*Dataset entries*
******

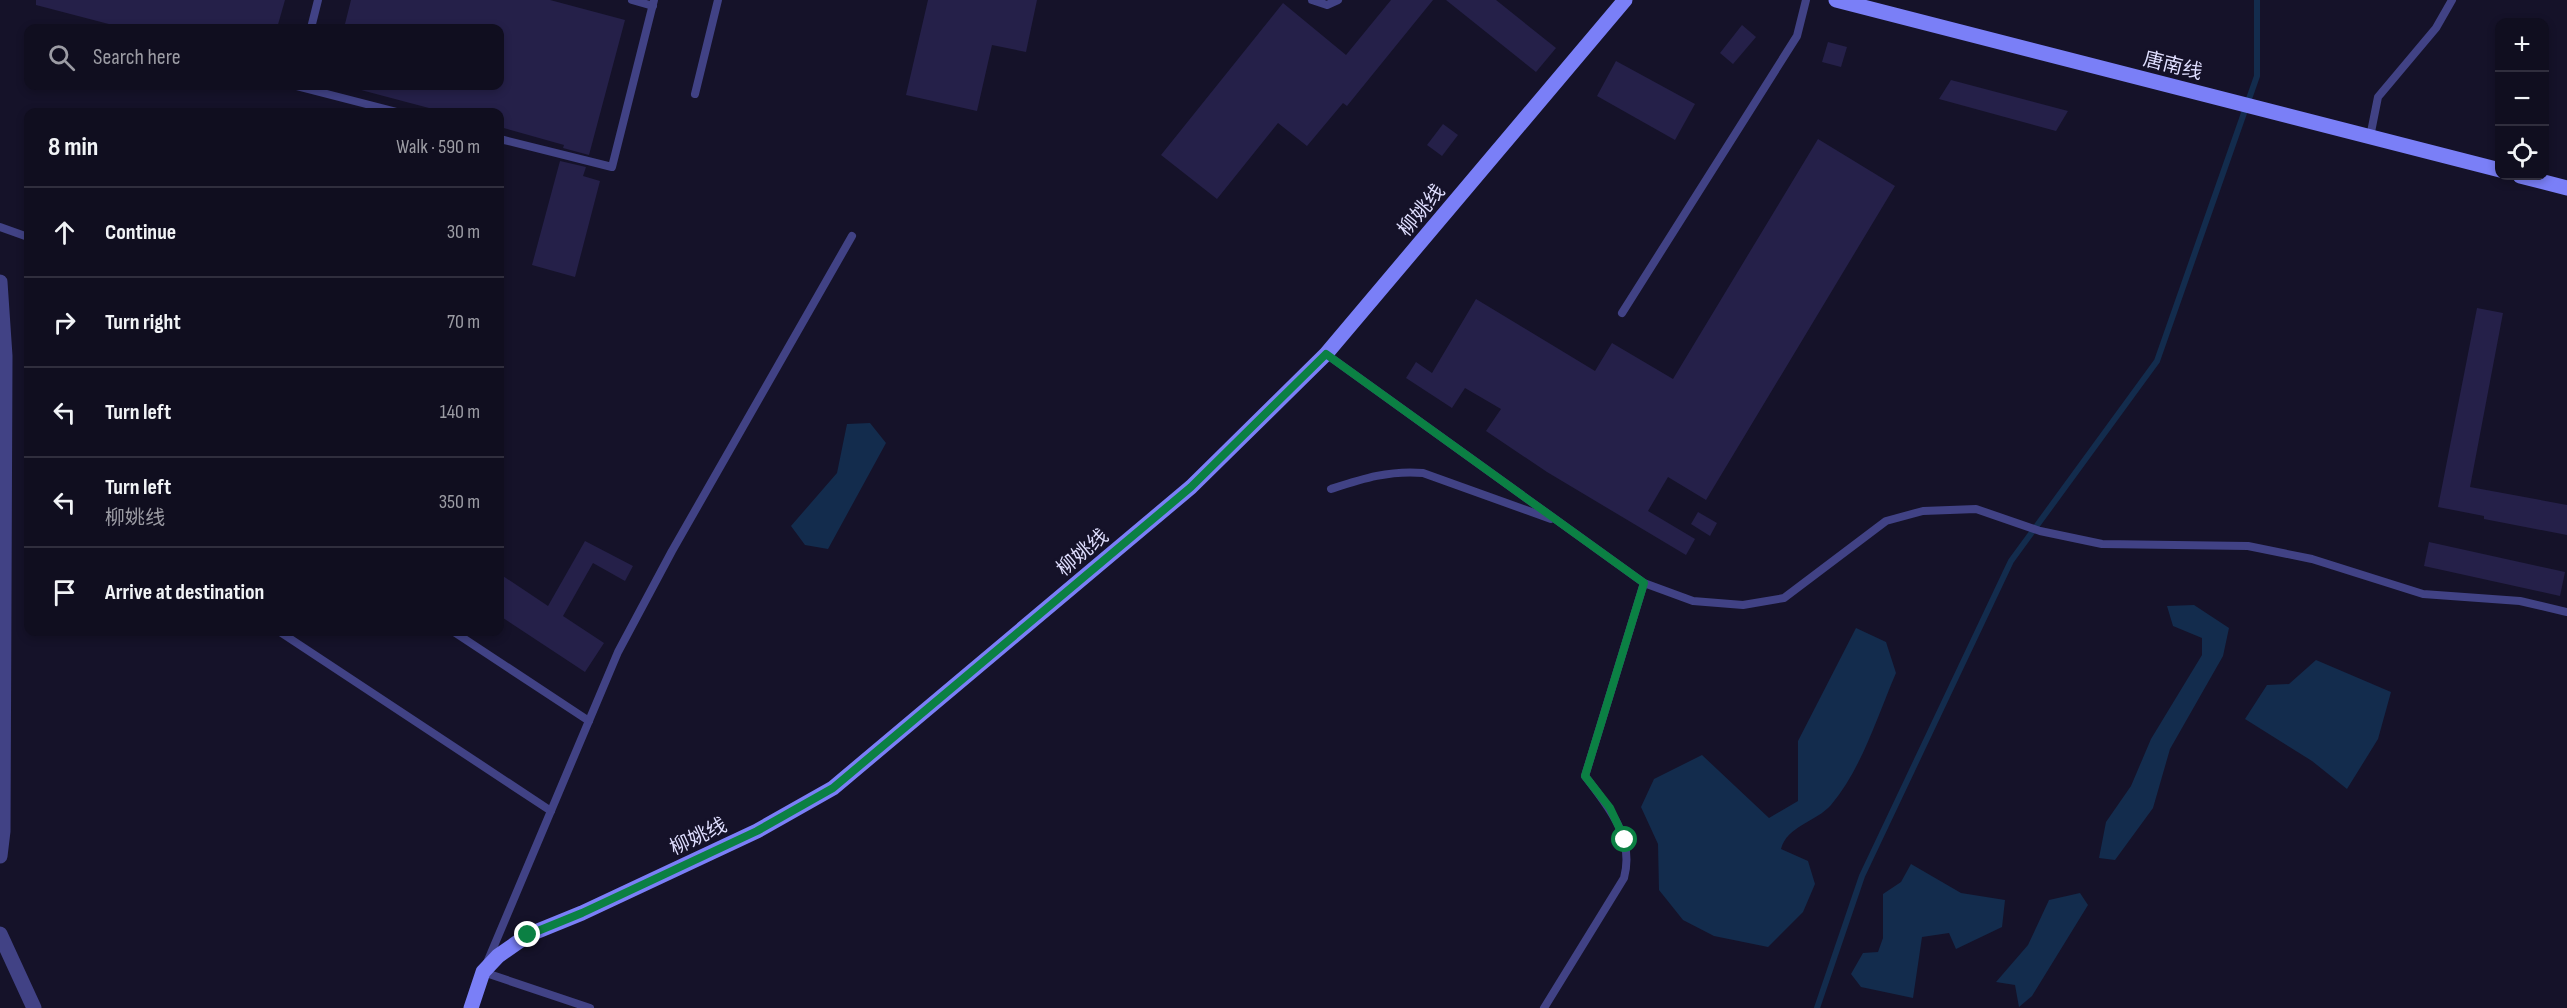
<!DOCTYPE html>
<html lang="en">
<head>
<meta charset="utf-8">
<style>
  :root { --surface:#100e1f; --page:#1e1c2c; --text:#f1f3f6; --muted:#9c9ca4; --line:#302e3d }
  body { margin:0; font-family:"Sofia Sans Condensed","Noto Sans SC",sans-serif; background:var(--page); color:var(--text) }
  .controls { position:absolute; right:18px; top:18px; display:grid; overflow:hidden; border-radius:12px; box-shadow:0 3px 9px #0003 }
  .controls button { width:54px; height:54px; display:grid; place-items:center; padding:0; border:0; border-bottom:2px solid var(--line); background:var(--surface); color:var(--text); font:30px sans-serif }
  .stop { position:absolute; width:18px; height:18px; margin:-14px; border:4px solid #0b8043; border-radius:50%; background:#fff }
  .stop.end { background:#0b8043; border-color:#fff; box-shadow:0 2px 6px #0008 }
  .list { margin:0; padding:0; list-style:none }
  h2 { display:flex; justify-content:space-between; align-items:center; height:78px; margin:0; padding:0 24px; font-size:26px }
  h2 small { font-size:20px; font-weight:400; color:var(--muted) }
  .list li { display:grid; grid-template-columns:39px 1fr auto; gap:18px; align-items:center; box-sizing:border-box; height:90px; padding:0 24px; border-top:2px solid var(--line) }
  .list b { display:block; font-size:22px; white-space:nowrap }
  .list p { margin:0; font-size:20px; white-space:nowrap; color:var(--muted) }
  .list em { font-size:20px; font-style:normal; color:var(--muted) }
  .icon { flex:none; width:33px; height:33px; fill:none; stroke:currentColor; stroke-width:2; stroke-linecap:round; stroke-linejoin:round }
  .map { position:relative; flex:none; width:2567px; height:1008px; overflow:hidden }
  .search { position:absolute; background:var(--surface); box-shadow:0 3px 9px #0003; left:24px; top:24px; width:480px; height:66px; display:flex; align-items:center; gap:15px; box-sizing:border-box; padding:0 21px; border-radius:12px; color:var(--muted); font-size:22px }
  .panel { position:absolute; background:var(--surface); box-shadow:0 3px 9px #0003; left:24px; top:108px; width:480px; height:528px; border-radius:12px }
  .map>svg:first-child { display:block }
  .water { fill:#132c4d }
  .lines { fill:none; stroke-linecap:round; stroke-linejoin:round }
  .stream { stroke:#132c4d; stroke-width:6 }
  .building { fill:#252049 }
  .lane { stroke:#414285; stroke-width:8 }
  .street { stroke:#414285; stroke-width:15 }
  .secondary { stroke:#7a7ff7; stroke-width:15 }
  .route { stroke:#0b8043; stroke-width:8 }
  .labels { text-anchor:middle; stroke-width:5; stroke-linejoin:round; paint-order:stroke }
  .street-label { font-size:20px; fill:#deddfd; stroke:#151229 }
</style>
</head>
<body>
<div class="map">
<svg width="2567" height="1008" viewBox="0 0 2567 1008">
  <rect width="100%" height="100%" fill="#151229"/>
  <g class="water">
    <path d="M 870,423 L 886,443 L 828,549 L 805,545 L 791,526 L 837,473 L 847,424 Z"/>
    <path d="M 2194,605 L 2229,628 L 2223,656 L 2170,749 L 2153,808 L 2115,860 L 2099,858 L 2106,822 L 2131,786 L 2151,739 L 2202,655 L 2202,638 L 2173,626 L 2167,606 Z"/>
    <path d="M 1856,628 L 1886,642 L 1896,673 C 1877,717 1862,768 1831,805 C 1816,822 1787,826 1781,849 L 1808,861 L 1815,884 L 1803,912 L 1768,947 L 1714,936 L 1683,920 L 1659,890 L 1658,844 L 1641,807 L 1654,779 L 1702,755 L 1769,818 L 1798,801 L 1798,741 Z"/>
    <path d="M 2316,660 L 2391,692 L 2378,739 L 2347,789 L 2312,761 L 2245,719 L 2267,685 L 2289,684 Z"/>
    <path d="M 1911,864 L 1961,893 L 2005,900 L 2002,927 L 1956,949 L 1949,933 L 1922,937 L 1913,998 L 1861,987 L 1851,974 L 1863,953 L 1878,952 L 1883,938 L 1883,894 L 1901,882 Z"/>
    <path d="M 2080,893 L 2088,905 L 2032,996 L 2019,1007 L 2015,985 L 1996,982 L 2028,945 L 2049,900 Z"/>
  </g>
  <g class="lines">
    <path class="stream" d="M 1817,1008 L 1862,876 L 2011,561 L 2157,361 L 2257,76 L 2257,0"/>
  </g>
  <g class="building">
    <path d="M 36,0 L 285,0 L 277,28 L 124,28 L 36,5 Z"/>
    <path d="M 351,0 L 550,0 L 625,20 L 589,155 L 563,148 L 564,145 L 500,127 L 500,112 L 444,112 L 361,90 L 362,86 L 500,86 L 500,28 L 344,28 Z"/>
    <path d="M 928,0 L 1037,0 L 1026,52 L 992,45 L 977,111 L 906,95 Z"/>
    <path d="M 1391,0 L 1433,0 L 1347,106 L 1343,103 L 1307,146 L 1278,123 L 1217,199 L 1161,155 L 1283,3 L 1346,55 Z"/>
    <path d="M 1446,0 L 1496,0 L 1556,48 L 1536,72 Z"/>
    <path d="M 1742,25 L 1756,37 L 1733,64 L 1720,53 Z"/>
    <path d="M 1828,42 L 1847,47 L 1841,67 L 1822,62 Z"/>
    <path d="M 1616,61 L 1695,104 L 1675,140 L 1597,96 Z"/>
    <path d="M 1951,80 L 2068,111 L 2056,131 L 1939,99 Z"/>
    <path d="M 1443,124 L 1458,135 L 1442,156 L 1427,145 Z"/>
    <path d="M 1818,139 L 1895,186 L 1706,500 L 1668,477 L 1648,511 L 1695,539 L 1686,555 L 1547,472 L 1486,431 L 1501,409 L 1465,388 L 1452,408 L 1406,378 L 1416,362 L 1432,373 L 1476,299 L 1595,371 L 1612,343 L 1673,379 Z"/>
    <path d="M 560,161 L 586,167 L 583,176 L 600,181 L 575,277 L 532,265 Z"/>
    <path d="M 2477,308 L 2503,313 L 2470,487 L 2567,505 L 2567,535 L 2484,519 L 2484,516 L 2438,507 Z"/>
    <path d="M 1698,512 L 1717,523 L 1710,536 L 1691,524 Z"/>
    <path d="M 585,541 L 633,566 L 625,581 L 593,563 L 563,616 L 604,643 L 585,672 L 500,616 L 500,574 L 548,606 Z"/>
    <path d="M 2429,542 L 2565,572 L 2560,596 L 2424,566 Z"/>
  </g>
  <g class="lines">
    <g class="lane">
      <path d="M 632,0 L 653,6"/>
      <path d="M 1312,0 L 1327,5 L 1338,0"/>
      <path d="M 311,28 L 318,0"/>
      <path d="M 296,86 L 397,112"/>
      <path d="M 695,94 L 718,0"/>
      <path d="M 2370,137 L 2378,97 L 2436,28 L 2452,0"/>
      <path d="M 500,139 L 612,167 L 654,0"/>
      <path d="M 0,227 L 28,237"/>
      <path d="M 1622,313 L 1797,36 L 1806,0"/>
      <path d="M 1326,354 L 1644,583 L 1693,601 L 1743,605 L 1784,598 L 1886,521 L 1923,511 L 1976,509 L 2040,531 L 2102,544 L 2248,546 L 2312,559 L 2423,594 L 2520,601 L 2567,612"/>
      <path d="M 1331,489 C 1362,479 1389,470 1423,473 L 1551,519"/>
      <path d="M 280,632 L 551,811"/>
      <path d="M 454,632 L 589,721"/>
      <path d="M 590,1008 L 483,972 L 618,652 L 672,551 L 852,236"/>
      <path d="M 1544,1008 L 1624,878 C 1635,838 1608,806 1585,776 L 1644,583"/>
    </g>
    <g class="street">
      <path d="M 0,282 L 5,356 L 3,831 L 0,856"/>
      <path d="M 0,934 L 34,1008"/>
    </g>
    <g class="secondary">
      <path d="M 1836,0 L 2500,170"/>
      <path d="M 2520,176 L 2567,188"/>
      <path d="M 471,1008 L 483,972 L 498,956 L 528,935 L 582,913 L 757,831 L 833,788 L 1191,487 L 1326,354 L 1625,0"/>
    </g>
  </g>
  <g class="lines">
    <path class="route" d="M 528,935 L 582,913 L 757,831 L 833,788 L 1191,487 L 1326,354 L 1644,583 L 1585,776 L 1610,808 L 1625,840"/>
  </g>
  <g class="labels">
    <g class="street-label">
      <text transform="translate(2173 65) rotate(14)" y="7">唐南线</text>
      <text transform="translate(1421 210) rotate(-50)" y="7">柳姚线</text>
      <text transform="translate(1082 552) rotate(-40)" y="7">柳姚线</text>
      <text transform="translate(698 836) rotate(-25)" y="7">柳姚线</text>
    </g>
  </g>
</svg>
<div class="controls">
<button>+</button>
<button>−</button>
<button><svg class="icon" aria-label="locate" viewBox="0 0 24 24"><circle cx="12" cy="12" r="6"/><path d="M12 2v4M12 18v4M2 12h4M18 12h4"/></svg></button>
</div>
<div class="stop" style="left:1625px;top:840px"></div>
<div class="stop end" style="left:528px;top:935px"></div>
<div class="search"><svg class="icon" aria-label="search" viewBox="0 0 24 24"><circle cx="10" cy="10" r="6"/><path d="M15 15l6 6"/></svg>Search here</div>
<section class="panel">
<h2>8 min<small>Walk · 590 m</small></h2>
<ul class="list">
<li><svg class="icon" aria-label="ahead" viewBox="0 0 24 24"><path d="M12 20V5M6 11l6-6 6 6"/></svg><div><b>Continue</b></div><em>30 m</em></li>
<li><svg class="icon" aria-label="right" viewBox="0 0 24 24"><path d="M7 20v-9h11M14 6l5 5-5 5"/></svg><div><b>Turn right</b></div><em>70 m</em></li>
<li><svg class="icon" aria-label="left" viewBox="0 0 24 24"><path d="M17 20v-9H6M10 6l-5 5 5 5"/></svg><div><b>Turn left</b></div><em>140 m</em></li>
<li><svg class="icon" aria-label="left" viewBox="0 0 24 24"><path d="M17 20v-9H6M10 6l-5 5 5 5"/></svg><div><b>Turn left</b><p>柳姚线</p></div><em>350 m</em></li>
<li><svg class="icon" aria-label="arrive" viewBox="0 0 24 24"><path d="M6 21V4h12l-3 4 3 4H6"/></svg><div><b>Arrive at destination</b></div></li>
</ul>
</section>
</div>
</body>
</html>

******

*Directions for this task*
An exact copy of the lines above, from the one containing "2194,605 L 2229,628" down to the one containing "928,0 L 1037,0" and including both, is the whole answer; retype it and nothing else.

*Solution to this exercise*
    <path d="M 2194,605 L 2229,628 L 2223,656 L 2170,749 L 2153,808 L 2115,860 L 2099,858 L 2106,822 L 2131,786 L 2151,739 L 2202,655 L 2202,638 L 2173,626 L 2167,606 Z"/>
    <path d="M 1856,628 L 1886,642 L 1896,673 C 1877,717 1862,768 1831,805 C 1816,822 1787,826 1781,849 L 1808,861 L 1815,884 L 1803,912 L 1768,947 L 1714,936 L 1683,920 L 1659,890 L 1658,844 L 1641,807 L 1654,779 L 1702,755 L 1769,818 L 1798,801 L 1798,741 Z"/>
    <path d="M 2316,660 L 2391,692 L 2378,739 L 2347,789 L 2312,761 L 2245,719 L 2267,685 L 2289,684 Z"/>
    <path d="M 1911,864 L 1961,893 L 2005,900 L 2002,927 L 1956,949 L 1949,933 L 1922,937 L 1913,998 L 1861,987 L 1851,974 L 1863,953 L 1878,952 L 1883,938 L 1883,894 L 1901,882 Z"/>
    <path d="M 2080,893 L 2088,905 L 2032,996 L 2019,1007 L 2015,985 L 1996,982 L 2028,945 L 2049,900 Z"/>
  </g>
  <g class="lines">
    <path class="stream" d="M 1817,1008 L 1862,876 L 2011,561 L 2157,361 L 2257,76 L 2257,0"/>
  </g>
  <g class="building">
    <path d="M 36,0 L 285,0 L 277,28 L 124,28 L 36,5 Z"/>
    <path d="M 351,0 L 550,0 L 625,20 L 589,155 L 563,148 L 564,145 L 500,127 L 500,112 L 444,112 L 361,90 L 362,86 L 500,86 L 500,28 L 344,28 Z"/>
    <path d="M 928,0 L 1037,0 L 1026,52 L 992,45 L 977,111 L 906,95 Z"/>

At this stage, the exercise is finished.